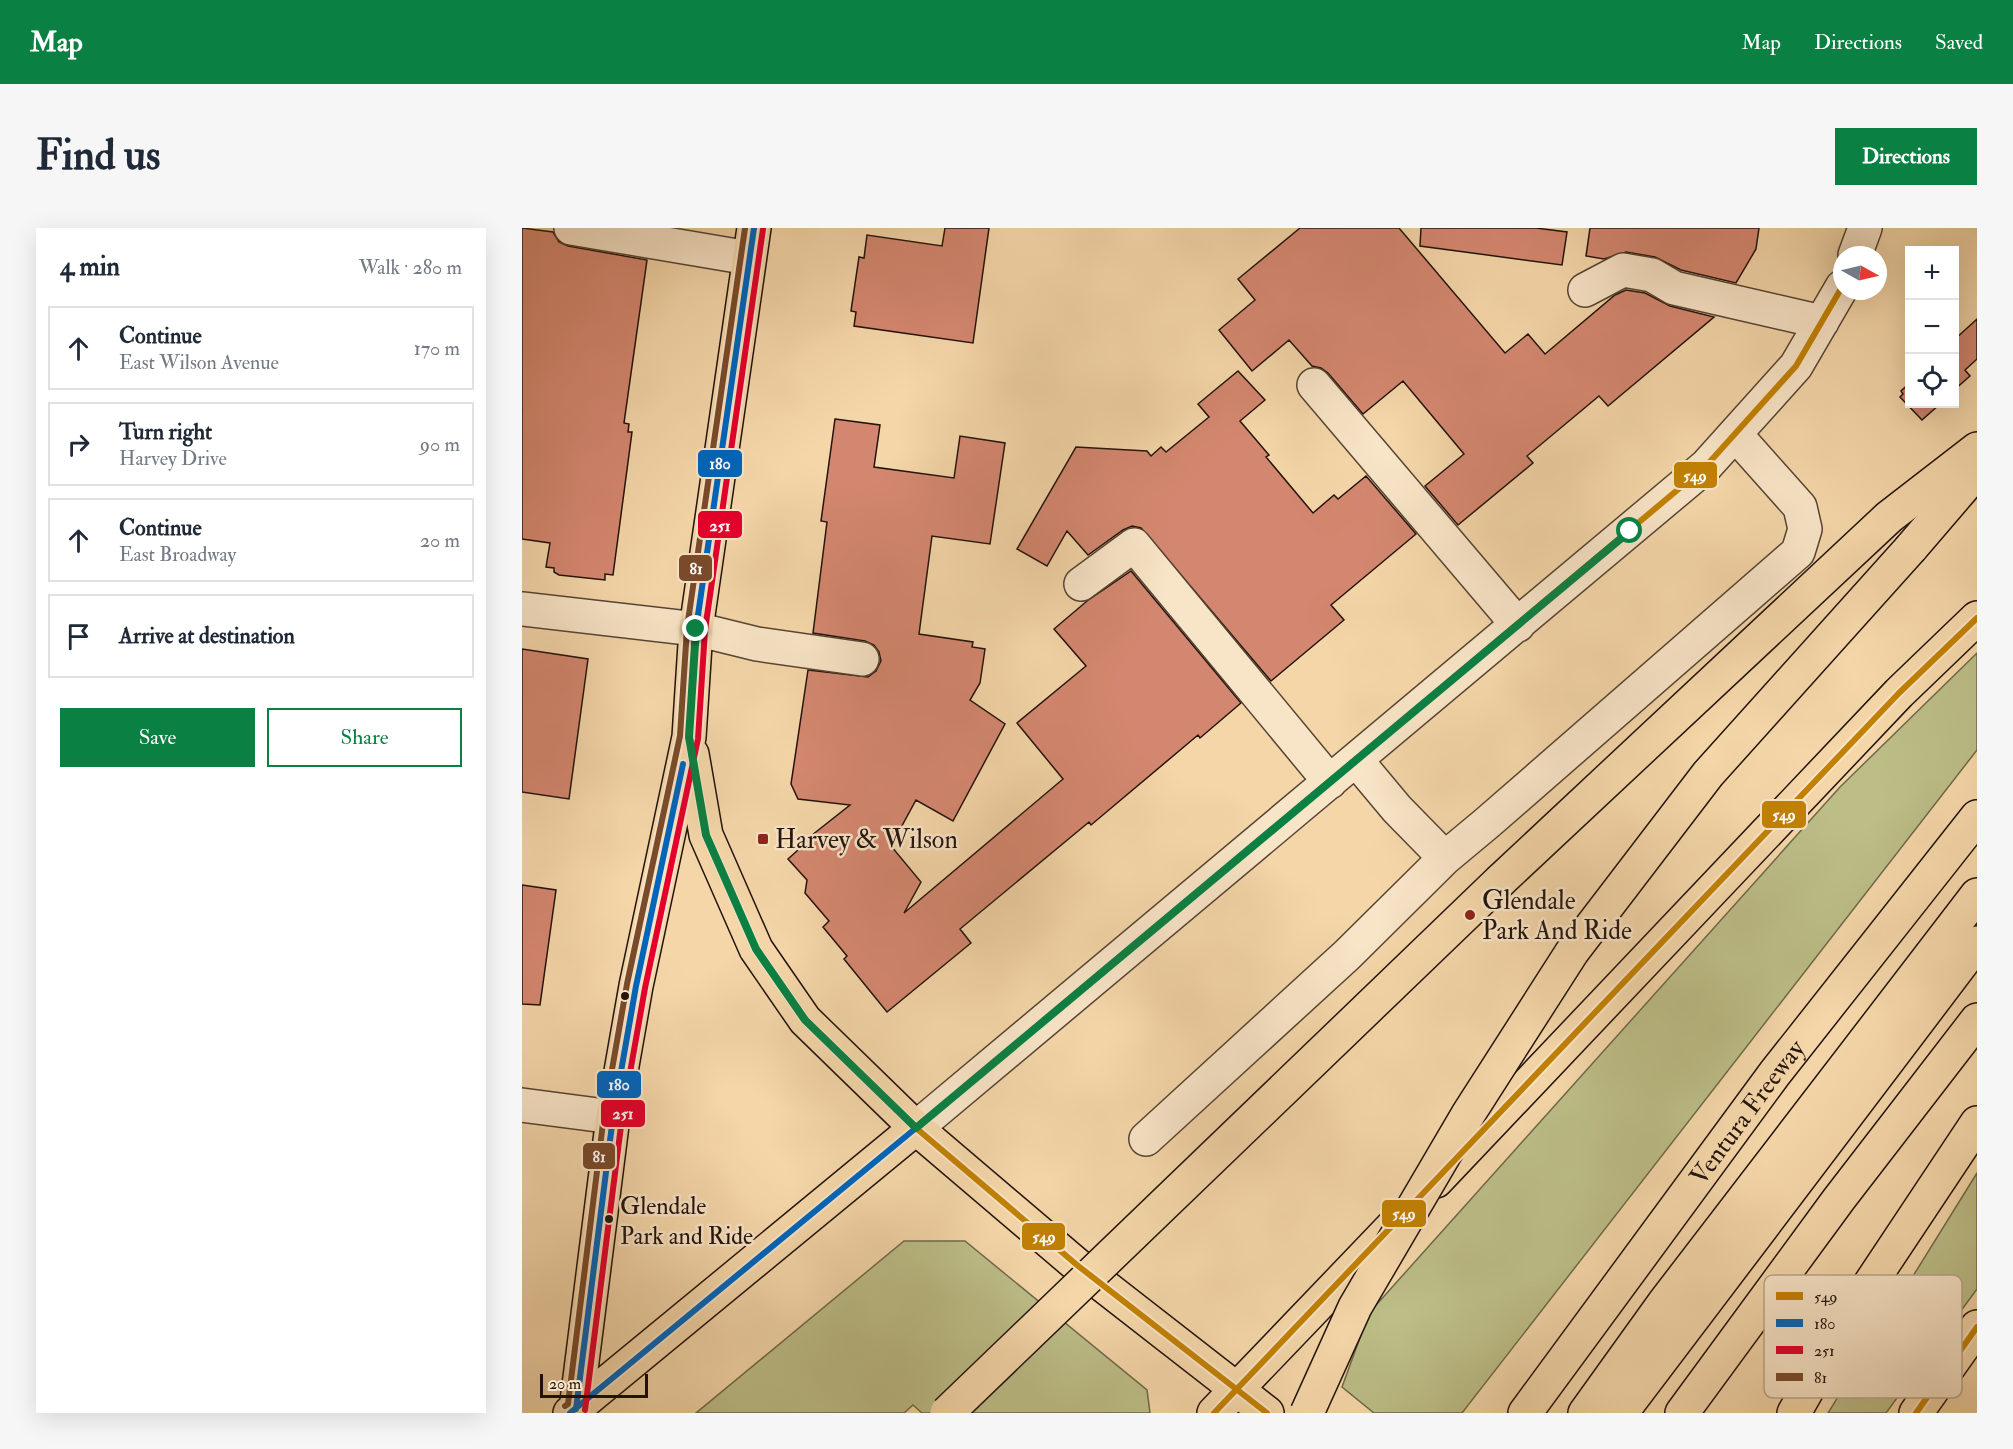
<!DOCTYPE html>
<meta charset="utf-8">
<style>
body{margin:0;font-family:"IM FELL Double Pica",serif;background:#f6f6f7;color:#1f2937}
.controls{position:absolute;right:18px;top:18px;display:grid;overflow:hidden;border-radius:0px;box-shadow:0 6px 24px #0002}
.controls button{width:54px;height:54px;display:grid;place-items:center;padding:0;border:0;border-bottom:2px solid #e0e1e3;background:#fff;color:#1f2937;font:30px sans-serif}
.compass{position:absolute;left:1311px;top:18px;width:54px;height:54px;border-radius:50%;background:#fff;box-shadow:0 6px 24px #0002;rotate:98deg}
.scale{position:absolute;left:18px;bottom:15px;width:108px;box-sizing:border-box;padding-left:6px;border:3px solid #22130c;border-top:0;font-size:16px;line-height:21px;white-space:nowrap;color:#22130c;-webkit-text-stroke:4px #f8e4c7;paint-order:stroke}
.stop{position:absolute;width:18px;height:18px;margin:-14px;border:4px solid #0b8043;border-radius:50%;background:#fff}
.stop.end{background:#0b8043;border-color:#fff;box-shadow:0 2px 6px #0008}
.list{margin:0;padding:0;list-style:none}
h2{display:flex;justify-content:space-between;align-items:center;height:78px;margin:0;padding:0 24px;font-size:26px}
h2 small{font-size:20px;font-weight:400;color:#747a83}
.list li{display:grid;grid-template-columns:39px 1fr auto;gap:18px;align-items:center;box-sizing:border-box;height:84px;margin:0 12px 12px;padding:0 12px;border:2px solid #e0e1e3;border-radius:0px}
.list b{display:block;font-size:22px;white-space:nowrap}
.list p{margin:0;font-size:20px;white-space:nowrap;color:#747a83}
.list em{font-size:20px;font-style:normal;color:#747a83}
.actions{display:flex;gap:12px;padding:18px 24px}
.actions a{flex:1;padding:14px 0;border:2px solid #0b8043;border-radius:0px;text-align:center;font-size:21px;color:#0b8043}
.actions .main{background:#0b8043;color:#fff}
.icon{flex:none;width:33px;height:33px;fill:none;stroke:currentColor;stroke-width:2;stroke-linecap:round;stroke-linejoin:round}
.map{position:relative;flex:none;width:1455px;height:1185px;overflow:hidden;border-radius:0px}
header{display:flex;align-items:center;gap:36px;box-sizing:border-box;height:84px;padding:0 30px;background:#0b8043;color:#fff}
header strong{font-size:28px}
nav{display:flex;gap:33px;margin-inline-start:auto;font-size:21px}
.intro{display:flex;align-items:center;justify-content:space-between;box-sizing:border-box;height:144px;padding:0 36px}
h1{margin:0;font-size:42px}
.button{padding:15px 27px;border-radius:0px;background:#0b8043;color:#fff;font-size:21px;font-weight:700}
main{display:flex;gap:36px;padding:0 36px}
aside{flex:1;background:#fff;border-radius:0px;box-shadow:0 6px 24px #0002}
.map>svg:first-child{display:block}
.green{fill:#bcbd87;stroke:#6f684a;stroke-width:1.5}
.building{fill:#d48770;stroke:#22130c;stroke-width:1.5}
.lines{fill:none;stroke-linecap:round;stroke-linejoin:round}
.minor-casing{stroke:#564433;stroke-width:36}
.major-casing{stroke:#22130c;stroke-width:36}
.highway-casing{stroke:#22130c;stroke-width:36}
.minor{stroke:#f8e4c7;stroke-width:33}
.major{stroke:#f4d6a9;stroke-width:33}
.highway{stroke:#f4d6a9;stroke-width:33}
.highway-bridge-casing{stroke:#22130c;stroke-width:36;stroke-linecap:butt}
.highway-bridge{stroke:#f4d6a9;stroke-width:33}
.bus-1-casing{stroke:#f8e4c7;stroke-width:10}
.bus-2-casing{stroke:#f8e4c7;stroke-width:10}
.bus-3-casing{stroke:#f8e4c7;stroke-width:10}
.bus-4-casing{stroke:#f8e4c7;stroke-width:10}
.bus-1{stroke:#c28103;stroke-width:6}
.bus-2{stroke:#0065bd;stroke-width:6}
.bus-3{stroke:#e4002b;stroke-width:6}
.bus-4{stroke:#7a4b2a;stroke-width:6}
.route{stroke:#0b8043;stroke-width:8}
.poi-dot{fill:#8f2418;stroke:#f8e4c7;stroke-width:2}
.bus-dot{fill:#22130c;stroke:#f8e4c7;stroke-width:2}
.labels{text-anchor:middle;stroke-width:5;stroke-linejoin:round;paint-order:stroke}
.bus-label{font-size:24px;fill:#22130c;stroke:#f8e4c7;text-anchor:start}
.poi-label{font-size:26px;fill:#22130c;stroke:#f8e4c7;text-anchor:start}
.street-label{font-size:26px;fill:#22130c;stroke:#f8e4c7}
.key{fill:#f8e4c7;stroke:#b8a58f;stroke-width:1.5}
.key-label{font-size:16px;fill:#22130c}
.line-badge{stroke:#f8e4c7;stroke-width:2}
.badge-label{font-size:16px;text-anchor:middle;font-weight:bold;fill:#fff}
</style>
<header>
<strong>Map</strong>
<nav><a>Map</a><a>Directions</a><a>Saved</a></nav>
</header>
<div class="intro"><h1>Find us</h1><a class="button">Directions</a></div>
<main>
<aside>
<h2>4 min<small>Walk · 280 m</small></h2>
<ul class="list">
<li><svg class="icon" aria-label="ahead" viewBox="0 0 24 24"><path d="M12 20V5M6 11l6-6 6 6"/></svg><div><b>Continue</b><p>East Wilson Avenue</p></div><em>170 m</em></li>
<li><svg class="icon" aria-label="right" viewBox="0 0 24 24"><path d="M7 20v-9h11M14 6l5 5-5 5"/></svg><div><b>Turn right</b><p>Harvey Drive</p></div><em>90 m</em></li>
<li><svg class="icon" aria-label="ahead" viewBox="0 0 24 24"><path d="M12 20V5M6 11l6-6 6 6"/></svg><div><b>Continue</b><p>East Broadway</p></div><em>20 m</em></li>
<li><svg class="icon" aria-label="arrive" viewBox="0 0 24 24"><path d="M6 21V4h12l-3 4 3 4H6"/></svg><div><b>Arrive at destination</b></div></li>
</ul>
<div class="actions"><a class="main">Save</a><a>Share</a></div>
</aside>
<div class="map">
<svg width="1455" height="1185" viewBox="0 0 1455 1185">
<rect width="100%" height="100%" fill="#f4d6a9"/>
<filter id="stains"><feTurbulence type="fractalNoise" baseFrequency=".00333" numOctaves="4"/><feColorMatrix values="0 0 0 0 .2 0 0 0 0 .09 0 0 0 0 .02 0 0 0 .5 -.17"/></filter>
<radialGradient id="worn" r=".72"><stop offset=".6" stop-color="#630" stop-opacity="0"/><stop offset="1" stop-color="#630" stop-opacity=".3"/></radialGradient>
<path class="green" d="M1455,425V522L940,1185H852L820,1159L847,1085L1318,559Z
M1455,945V1061L1364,1185H1306Z
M382,1013H443L625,1162L628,1185H400L391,1177L382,1185H174Z"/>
<path class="building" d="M0,0L31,4L37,14L46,18L125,32L102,195L107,196L106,204H110L91,347L83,346V352L37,347L32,344V340L24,339L28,315L0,311Z
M423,0H467L451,115L332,98L334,84L329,83L337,29L342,30L345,7L420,18Z
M778,0H877L983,125L1006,106L1023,126L1093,67L1104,62L1123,65L1148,78L1192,89L1086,178L1077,168L1005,228L1011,235L936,297L903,258L942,226L881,153L841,186L806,145L799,140L790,138L767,112L730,143L697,102L733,72L716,51Z
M899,0H1014L1045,4L1040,37L898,18Z
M1068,0H1237L1234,21L1214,55L1159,42L1133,29L1104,24L1082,31L1064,28Z
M1455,91V131L1443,142L1448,148L1432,162V112Z
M716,143L743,172L718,193L747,227L744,229L791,285L812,267L816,271L844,248L894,306L809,377L822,392L749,453L619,300L610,298L601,302L566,327L545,303L525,338L495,321L554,219L625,223L629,228L639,219L644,224L687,189L676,176Z
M1388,155V176H1418L1400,192L1378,169L1381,166L1379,163Z
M313,191L358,197L352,239L432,250L438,208L483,215L468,316L410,308L397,406L451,414L450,419L463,421L458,455L448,472L483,496L431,593L394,572L369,618L399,654L382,685L541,551L495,495L564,438L532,401L565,373L609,343L719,475L678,510L676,507L569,597L567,594L438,701L449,715L365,784L322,731L325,728L301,699L307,693L283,665L285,652L266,631L285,614V611L328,577L276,571L269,556L286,442L346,449L354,443L359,433L357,424L352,417L343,413L291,405L305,294L299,293Z
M0,421L66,431L47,571L0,564Z
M0,657L34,662L18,777L0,776Z"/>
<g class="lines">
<defs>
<path id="minor" d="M49,0L227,30
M1333,27L1343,0
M1063,62L1101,42L1130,47L1152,60L1300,94
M792,157L996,397
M559,356L612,317L808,554
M0,381L174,401L235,416L340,431
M834,532L875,581L923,630L965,595L1276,324L1283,301L1278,279L1213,206
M0,877L91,889
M394,900L1184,238L1274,138L1320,59
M624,911L825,727L923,630"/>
<path id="major" d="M170,526L184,607L234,721L283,792L394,900L555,1037L745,1185
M54,1181L91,889L114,758L167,509L174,401L232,0
M48,1185L394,900"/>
<g id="highway">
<path d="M1389,320L1455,243"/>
<path d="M979,652L1367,289L1455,221"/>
<path d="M914,953L1377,465L1455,390"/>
<path d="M692,1185L876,993"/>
<path id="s1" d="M1003,1185L1253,845L1455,589"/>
<path d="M1063,1185L1142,1075L1455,667"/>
<path d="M1099,1185L1455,715"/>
<path d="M1160,1185L1317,971L1455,792"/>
<path d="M1272,1185L1328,1086L1455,895"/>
<path d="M1394,1185L1455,1099"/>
</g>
</defs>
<use href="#minor" class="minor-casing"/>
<use href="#major" class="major-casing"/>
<use href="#highway" class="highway-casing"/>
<use href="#minor" class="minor"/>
<use href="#major" class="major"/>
<use href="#highway" class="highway"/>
<defs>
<path id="highway-bridge" d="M425,1185L979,652
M785,1185L833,1079L945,888L1050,724L1186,546L1389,320"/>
</defs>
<use href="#highway-bridge" class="highway-bridge-casing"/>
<use href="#highway-bridge" class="highway-bridge"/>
<defs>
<path id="bus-1" d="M692,1185L1377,465L1455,390
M745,1185L555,1037L394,900L1184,238L1274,138L1320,59
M1394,1185L1455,1099"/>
<path id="bus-2" d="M54,1181L91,889L114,758L161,536
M48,1185L394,900L283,792L234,721L184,607L167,509L174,401L232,0"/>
<path id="bus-3" d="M63,1182L100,890L123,760L176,511L183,402L241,1"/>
<path id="bus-4" d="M43,1178L46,1176L82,887L105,756L158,508L165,400L223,0"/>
</defs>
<use href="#bus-1" class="bus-1-casing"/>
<use href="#bus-2" class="bus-2-casing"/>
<use href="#bus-3" class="bus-3-casing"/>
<use href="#bus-4" class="bus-4-casing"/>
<use href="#bus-1" class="bus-1"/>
<use href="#bus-2" class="bus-2"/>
<use href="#bus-3" class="bus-3"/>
<use href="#bus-4" class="bus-4"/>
</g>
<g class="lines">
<path class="route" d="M174,401L167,509L184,607L234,721L283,792L394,900L1108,303"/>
</g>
<g class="poi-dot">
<rect x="235" y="605" width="12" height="12" rx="3"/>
<circle cx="948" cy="687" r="6"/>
</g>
<g class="bus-dot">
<circle cx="103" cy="768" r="5"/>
<circle cx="87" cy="991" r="5"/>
</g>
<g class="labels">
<g class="bus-label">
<text x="98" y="986">Glendale<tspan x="98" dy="30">Park and Ride</tspan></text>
</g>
<g class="poi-label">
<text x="253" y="620">Harvey &amp; Wilson</text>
<text x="960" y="681">Glendale<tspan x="960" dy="30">Park And Ride</tspan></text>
</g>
<g class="street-label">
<text dy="9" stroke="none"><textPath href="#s1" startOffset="374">Ventura Freeway</textPath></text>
</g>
</g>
<rect x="1242" y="1047" width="198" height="123" rx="9" class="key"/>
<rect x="1254" y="1064" width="27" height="8" fill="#c28103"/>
<rect x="1254" y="1091" width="27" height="8" fill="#0065bd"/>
<rect x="1254" y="1118" width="27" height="8" fill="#e4002b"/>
<rect x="1254" y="1145" width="27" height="8" fill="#7a4b2a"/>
<g class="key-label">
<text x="1292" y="1074">549</text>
<text x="1292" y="1101">180</text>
<text x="1292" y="1128">251</text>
<text x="1292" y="1155">81</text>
</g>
<g class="line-badge">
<rect x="175" y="221" width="46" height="29" rx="6" fill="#0065bd"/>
<rect x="1151" y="233" width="45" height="28" rx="6" fill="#c28103"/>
<rect x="175" y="282" width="46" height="29" rx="6" fill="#e4002b"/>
<rect x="156" y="326" width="35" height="28" rx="6" fill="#7a4b2a"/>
<rect x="1239" y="572" width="46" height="29" rx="6" fill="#c28103"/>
<rect x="74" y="842" width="46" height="29" rx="6" fill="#0065bd"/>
<rect x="78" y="871" width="46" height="29" rx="6" fill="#e4002b"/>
<rect x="60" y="914" width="34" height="28" rx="6" fill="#7a4b2a"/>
<rect x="859" y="971" width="46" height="29" rx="6" fill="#c28103"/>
<rect x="499" y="994" width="45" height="29" rx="6" fill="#c28103"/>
</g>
<g class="badge-label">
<text x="198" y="241">180</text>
<text x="1173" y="253">549</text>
<text x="198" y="303">251</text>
<text x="174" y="346">81</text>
<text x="1262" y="592">549</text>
<text x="97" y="862">180</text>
<text x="101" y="891">251</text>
<text x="77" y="934">81</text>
<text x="882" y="991">549</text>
<text x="522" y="1014">549</text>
</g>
<rect width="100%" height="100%" filter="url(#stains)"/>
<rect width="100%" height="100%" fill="url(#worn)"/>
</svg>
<div class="controls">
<button>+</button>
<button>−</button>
<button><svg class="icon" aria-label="locate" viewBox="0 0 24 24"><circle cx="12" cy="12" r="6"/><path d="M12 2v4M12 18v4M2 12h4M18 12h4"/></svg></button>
</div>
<svg class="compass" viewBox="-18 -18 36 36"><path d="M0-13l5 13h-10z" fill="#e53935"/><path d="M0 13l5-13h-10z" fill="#747a83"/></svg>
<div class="scale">20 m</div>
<div class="stop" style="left:1108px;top:303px"></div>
<div class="stop end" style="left:174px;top:401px"></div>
</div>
</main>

* Assigned task *
Reading through the preceding records, tally each line that holds the word "scale" and give the tally by itself.

* Answer space *
2